La sonnette d'alarme est tirée. Les bailleurs sociaux et les copropriétés n'ont plus que sept mois pour réaliser les premières mises aux normes de sécurité de leurs ascenseurs imposées par la loi de juillet 2003, ont rappelé hier à Nantes les constructeurs d'ascenseurs. Passé ce délai, les contrevenants s'exposeront à une amende, mais surtout à des poursuites judiciaires par des assureurs en cas d'accident. « Si une personne âgée se cassait le col du fémur à cause d'un décalage de seuil et qu'elle devait être hospitalisée, son assureur pourrait porter plainte contre la copropriété », explique Jean-Luc Detavernier, délégué général de la Fédération des ascenseurs.

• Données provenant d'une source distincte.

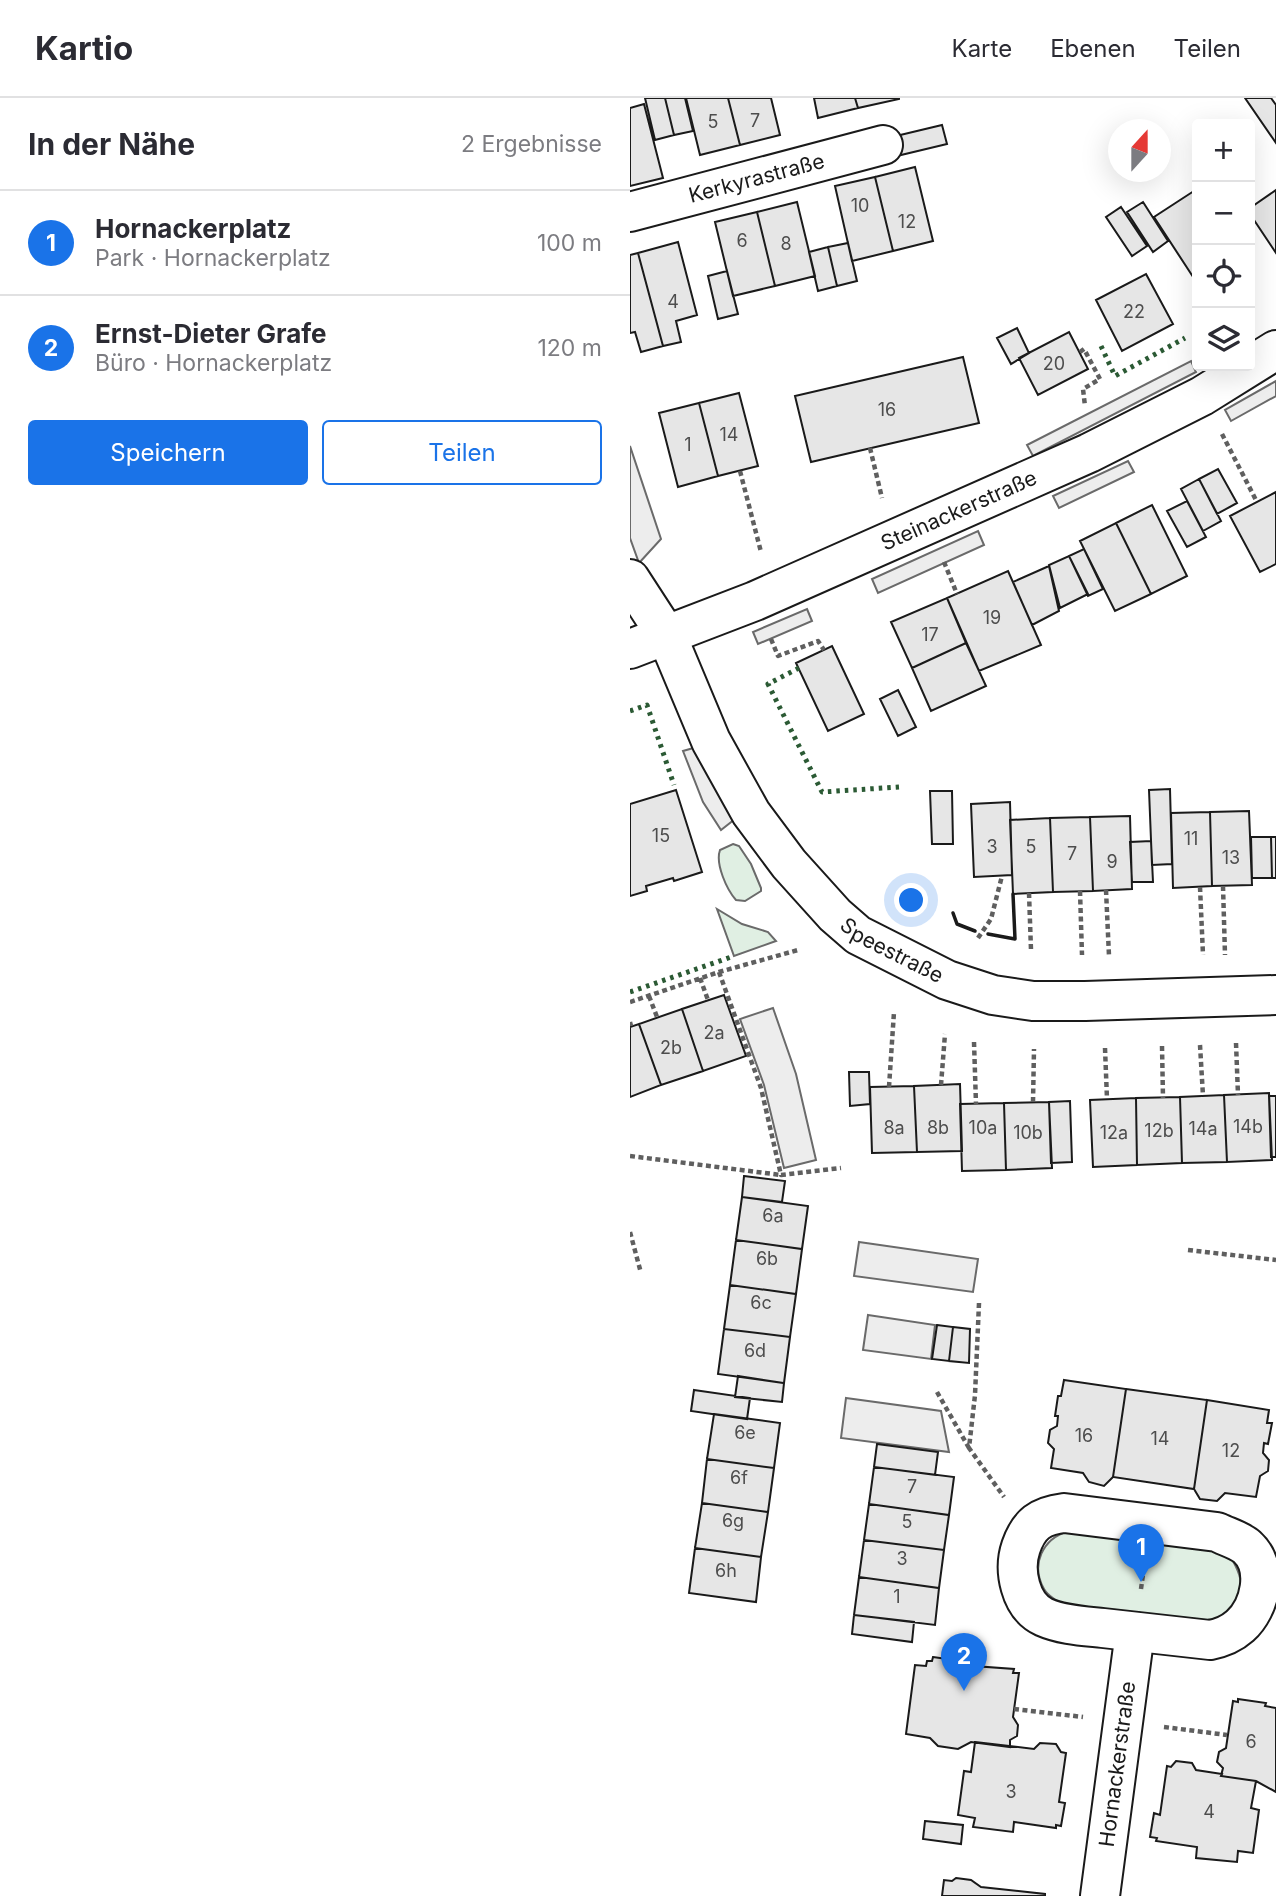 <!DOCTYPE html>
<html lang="de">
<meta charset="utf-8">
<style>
:root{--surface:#fff;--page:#f7f7f7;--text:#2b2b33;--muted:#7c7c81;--line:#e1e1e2;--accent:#1a73e8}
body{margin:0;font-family:Inter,sans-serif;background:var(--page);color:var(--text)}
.controls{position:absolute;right:21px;top:21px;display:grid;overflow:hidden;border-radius:7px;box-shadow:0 7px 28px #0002}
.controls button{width:63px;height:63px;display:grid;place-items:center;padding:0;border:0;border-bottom:2px solid var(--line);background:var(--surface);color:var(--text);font:35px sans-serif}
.compass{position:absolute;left:478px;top:21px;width:63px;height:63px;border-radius:50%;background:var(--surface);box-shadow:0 7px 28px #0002;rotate:21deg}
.you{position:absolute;left:282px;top:803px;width:24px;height:24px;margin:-18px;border:5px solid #fff;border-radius:50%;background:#1a73e8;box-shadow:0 0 0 10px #1a73e833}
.badge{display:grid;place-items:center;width:46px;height:46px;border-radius:50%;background:var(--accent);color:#fff;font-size:23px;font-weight:700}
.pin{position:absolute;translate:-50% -58px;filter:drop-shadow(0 2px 4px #0008)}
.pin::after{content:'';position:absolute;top:37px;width:24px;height:21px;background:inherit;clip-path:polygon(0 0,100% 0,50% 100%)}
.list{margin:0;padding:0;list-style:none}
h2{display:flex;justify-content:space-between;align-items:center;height:91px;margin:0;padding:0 28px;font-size:30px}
h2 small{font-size:23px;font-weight:400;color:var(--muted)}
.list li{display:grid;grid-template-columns:46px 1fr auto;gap:21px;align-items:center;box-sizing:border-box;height:105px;padding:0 28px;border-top:2px solid var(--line)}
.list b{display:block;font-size:26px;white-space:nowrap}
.list p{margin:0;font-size:23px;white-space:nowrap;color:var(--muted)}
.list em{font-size:23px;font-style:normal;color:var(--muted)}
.actions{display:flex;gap:14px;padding:21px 28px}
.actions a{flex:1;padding:16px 0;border:2px solid var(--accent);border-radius:7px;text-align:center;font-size:24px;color:var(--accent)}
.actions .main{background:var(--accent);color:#fff}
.icon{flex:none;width:38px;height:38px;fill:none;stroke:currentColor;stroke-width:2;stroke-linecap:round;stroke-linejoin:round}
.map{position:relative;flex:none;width:646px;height:1798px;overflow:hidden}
header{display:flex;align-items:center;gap:42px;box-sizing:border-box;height:98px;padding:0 35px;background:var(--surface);border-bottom:2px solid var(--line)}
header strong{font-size:33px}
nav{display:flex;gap:38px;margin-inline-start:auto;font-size:24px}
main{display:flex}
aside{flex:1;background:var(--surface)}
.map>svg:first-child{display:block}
.green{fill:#e0efe3;stroke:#6a6a6a;stroke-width:2}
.parking{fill:#ededed;stroke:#6a6a6a;stroke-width:2}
.building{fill:#e6e6e6;stroke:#1a1a1a;stroke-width:2}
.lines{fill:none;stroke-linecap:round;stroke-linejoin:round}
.minor-casing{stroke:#1a1a1a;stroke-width:42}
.path{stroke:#5f5f5f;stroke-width:4.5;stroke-dasharray:5 3.5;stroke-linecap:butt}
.minor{stroke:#fff;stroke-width:38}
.hedge{stroke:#2b5a34;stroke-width:5;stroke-dasharray:3.5 5;stroke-linecap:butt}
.wall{stroke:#1a1a1a;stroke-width:3.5}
.labels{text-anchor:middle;stroke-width:5;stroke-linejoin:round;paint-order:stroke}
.number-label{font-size:18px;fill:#4d4d4d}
.street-label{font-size:21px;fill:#1a1a1a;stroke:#fff}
</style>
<header>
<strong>Kartio</strong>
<nav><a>Karte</a><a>Ebenen</a><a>Teilen</a></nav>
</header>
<main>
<aside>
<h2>In der Nähe<small>2 Ergebnisse</small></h2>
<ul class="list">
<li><span class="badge">1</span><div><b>Hornackerplatz</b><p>Park · Hornackerplatz</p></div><em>100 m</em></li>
<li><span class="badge">2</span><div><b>Ernst-Dieter Grafe</b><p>Büro · Hornackerplatz</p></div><em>120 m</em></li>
</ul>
<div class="actions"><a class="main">Speichern</a><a>Teilen</a></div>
</aside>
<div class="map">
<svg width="646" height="1798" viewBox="0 0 646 1798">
<rect width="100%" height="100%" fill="#fff"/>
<path class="green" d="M103,746l6,2 12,18 10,24v3l-16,10 -9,-1c-9,-10 -21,-36 -16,-50z
M87,811l25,15 26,8 8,9 -42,15z
M438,1433l160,22c24,36 14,48 -18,72l-139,-17c-9,-4 -22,-10 -27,-19 -14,-25 -1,-50 24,-58z"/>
<path class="parking" d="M561,263l5,11 -163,84 -6,-11z
M646,283v15l-45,25 -6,-11z
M0,348l31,93 -22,24 -9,-25z
M498,363l6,11 -75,36 -6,-12z
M348,433l6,14 -106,48 -6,-14z
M177,511l5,12 -54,23 -5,-12z
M67,649l38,72 -14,11 -18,-28 -20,-51z
M143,910l23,66 20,86 -32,8 -20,-83 -24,-66z
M229,1144l119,17 -5,33 -119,-16z
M238,1217l67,10 -4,34 -68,-9z
M216,1300l95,13 8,41 -108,-14z"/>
<path class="building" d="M15,0h20l9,37 -19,5z
M35,0h20l8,33 -19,4z
M56,0h42l12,47 -40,10z
M98,0h43l9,37 -40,10z
M184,0h41l3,10 -40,10z
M225,0h44v1l-41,9z
M615,0h26l5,7v38z
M14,6l19,74 -33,8v-78z
M312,27l5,19 -46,11 -5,-19z
M285,69l18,74 -40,10 -18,-74z
M245,79l18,74 -41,10 -17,-75z
M567,91v94l-43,-66z
M646,92v63l-26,-39v-6z
M167,104l18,74 -40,10 -18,-74z
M513,104l25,39 -15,11 -26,-40z
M491,109l26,39 -15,10 -26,-39z
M127,114l18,74 -42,10 -18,-74z
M48,144l19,73 -21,6 5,21 -18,4 -25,-93z
M218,145l9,38 -20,5 -9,-39z
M198,149l9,39 -19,5 -9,-39z
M8,155l25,93 -22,6 -6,-20 -5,1v-78z
M97,173l11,43 -20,5 -10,-43z
M516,176l27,50 -51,27 -26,-51z
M387,230l12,25 -18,11 -14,-26z
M439,234l19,37 -50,26 -19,-37z
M333,259l16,66 -168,39 -16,-66z
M109,295l19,73 -40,10 -19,-73z
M69,305l19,73 -40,11 -19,-74z
M588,371l19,34 -20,11 -18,-35z
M569,381l22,42 -18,10 -22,-42z
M646,394v72l-16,8 -30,-56z
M557,403l19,36 -19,10 -20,-36z
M522,407l35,71 -36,18 -35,-71z
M486,425l35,71 -36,17 -35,-70z
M454,451l19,40 -15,7 -19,-40z
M439,458l19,38 -28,14 -11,-43z
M419,468l10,45 -27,14 -19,-43z
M378,473l33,74 -62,26 -32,-73z
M317,500l19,45 -54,25 -21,-46z
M336,545l20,43 -55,25 -19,-43z
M202,548l32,68 -36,17 -32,-68z
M268,592l18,37 -18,9 -18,-37z
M540,691l2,75 -20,1 -3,-75z
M46,692l26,82 -28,9 -1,-3 -27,8 1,5 -17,5v-92z
M300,693h22l1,53h-21z
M380,704l2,73 -38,2 -3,-73z
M619,713l3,74 -40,1 -2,-74z
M580,714l2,74 -39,2 -2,-75z
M500,718l2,73 -39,2 -3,-74z
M460,719l3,74 -40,1 -3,-74z
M420,720l3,74 -40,2 -3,-74z
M621,739h20l1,41h-20z
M641,739h5v41h-4z
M521,743l2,41h-21l-2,-40z
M94,897l22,61 -43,15 -21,-62z
M52,911l21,62 -42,14 -22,-61z
M9,926l22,61 -31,12v-70z
M219,974h20l1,32 -20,2z
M330,986l2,67 -45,1 -3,-66z
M284,988l3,66 -45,1 -2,-66z
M639,995l3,67 -45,2 -3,-67z
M594,997l3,67 -45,1 -2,-66z
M639,998h7v61h-5z
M550,999l2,66 -45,2 -1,-67z
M506,1000l1,67 -44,2 -3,-67z
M440,1003l2,61 -21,1 -2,-61z
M419,1004l3,66 -46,2 -2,-67z
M374,1005l2,67 -44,1 -2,-67z
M114,1078l41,5 -3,21 -40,-5z
M112,1099l66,9 -6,43 -66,-9z
M106,1142l66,9 -6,45 -66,-9z
M100,1187l66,9 -6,43 -66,-8z
M307,1227l16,2 -4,34 -17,-2z
M323,1229l17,2 -1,34 -20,-2z
M94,1231l66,8 -6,46 -66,-9z
M108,1278l46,7 -2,19 -47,-5z
M434,1282l62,9 -13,88 -9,9 -15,-4 -6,-9 -32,-5 3,-19 -6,-6 2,-13 7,-4 1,-10h-3l3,-20h3z
M496,1291l81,11 -13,89 -81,-12z
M64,1292l56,8 -3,21 -56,-8z
M577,1302l62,10 -2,13h5l-4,21 -4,-1 -1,10 6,7 -1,11 -8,5 -4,21 -31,-4 -8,8 -17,-2 -6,-10z
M84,1316l66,9 -6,45 -67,-9z
M247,1346l61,8 -3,23 -61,-8z
M77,1361l67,9 -6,44 -66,-9z
M244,1369l80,10 -5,38 -80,-11z
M72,1405l66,9 -7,45 -66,-9z
M239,1406l80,11 -5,35 -80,-10z
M234,1442l80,10 -5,38 -80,-11z
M65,1450l66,9 -5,45 -67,-9z
M229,1479l80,11 -4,37 -81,-10z
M224,1517l60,7 -2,20 -60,-8z
M303,1559l28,4 -1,4 54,4 -1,4h6l-6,44 5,8 -1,11 -7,4v7l-39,-5 -13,7 -20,-3 -8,-8 -24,-4 9,-69 11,1 1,-5h5z
M608,1601l28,4 -1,3 11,2v84l-20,-11 -35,-5 2,-8 -6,-6 2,-10 7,-4 7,-47 5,1z
M345,1644l59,7 6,-6 16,1 5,8 5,1 -7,49 6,1 -4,23 -5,-1v3l-42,-6 -1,10 -40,-5 2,-9 -17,-3 6,-44 7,1z
M546,1663l16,2 4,7 26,4 -1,2 35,5 -5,27 8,2 -6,43 -15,-2 -1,11 -41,-4 1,-11 -41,-6 1,-3 -7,-1 4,-24 6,2 7,-49 4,1z
M295,1723l38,4 -2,19 -38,-5z
M326,1780l15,2 10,7 64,7v2h-103l2,-16 8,1z"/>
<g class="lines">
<defs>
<g id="minor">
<path id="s1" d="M0,114l253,-67"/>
<path id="s2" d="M0,481l37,57 44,105 40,72 38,51 46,51 23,20 89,45 46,15 40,6h52l191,-6"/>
<path id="s3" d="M0,551l125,-48 334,-148 113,-57 74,-46"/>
<path d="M434,1415l153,19c10,5 22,8 30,15 23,21 13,61 -7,79 -9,8 -19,12 -30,14 -36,-4 -72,-8 -107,-12 -19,-2 -41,-3 -59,-11 -24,-11 -31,-47 -23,-70 8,-23 19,-31 43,-34z"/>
<path id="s4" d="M470,1798l35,-264"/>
</g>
</defs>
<use href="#minor" class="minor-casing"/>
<path class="path" d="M450,254l4,-3 16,30 -17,10 2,17
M592,336l35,68
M240,350l12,50
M110,373l21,81
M314,464l13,32
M141,541l7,17 40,-15 6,9
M593,788l2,69
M570,789l3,68
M476,792l3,66
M450,793l2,64
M399,795l2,57
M348,840l13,-19 11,-43
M89,874l42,116 20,87 60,-7
M70,880l8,22
M19,898l8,21
M0,904l89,-30 79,-22
M0,924l1,4
M344,944l2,62
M606,945l2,52
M570,947l3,51
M532,948l1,52
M475,950l2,51
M311,987l4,-51
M259,989l5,-75
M403,1004l1,-53
M0,1058l151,19
M0,1134l11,41
M558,1152l88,10
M349,1205l-4,92 -6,53 35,49
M307,1294l32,56
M511,1491l3,-22
M384,1611l69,8
M534,1629l63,8"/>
<use href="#minor" class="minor"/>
<path class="hedge" d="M471,248l14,30 70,-38
M169,570l-31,16 54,108 77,-5
M0,613l17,-6 27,80
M0,894l104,-36"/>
<path class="wall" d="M323,815l4,11 18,7
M358,836l27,5 -2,-45"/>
</g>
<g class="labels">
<g class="number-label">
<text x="125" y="29">7</text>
<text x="83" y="30">5</text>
<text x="230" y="114">10</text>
<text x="277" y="130">12</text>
<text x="112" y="149">6</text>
<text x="156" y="152">8</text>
<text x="43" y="210">4</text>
<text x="504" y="220">22</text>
<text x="424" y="272">20</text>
<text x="257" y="318">16</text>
<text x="99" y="343">14</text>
<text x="58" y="353">1</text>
<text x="362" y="526">19</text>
<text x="300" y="543">17</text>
<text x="31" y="744">15</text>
<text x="561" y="747">11</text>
<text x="362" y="755">3</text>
<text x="401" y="755">5</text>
<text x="442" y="762">7</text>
<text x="601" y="766">13</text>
<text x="482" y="770">9</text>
<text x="84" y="941">2a</text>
<text x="41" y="956">2b</text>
<text x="618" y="1035">14b</text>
<text x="264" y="1036">8a</text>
<text x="308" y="1036">8b</text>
<text x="353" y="1036">10a</text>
<text x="573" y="1037">14a</text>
<text x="529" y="1039">12b</text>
<text x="398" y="1041">10b</text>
<text x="484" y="1041">12a</text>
<text x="143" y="1124">6a</text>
<text x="137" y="1167">6b</text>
<text x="131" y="1211">6c</text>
<text x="125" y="1259">6d</text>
<text x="115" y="1341">6e</text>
<text x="454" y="1344">16</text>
<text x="530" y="1347">14</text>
<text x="601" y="1359">12</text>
<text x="109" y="1386">6f</text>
<text x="282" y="1395">7</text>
<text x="103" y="1429">6g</text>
<text x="277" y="1430">5</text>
<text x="272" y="1467">3</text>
<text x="96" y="1479">6h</text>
<text x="267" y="1505">1</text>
<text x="621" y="1650">6</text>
<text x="381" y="1700">3</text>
<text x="579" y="1720">4</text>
</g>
<g class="street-label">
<text dy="7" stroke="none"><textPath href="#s1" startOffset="131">Kerkyrastraße</textPath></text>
<text dy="7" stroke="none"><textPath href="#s3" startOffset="357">Steinackerstraße</textPath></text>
<text dy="7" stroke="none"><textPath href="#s2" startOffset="464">Speestraße</textPath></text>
<text dy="7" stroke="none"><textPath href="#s4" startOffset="133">Hornackerstraße</textPath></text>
</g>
</g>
</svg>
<div class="controls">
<button>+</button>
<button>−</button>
<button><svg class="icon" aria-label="locate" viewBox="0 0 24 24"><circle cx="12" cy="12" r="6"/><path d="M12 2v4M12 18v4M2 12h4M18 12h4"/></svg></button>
<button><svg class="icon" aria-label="layers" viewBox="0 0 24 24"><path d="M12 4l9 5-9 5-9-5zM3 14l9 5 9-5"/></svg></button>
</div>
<svg class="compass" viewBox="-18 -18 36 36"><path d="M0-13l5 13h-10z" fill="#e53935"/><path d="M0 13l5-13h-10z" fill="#7c7c81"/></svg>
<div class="you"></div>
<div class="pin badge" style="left:511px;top:1484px">1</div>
<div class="pin badge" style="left:334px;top:1593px">2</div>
</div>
</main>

Deux à trois pannes par an
Au-delà des accidents, la récurrence des pannes peut pourrir le quotidien des usagers. Chacun des 20 000 ascenseurs des Pays de la Loire sont ainsi touchés en moyenne « deux à trois fois par an ». « Certains rares sites du parc social peuvent connaître un taux de pannes dix à vingt fois supérieur, du fait d'actes de vandalisme à répétition », explique Jean-Luc Detavernier.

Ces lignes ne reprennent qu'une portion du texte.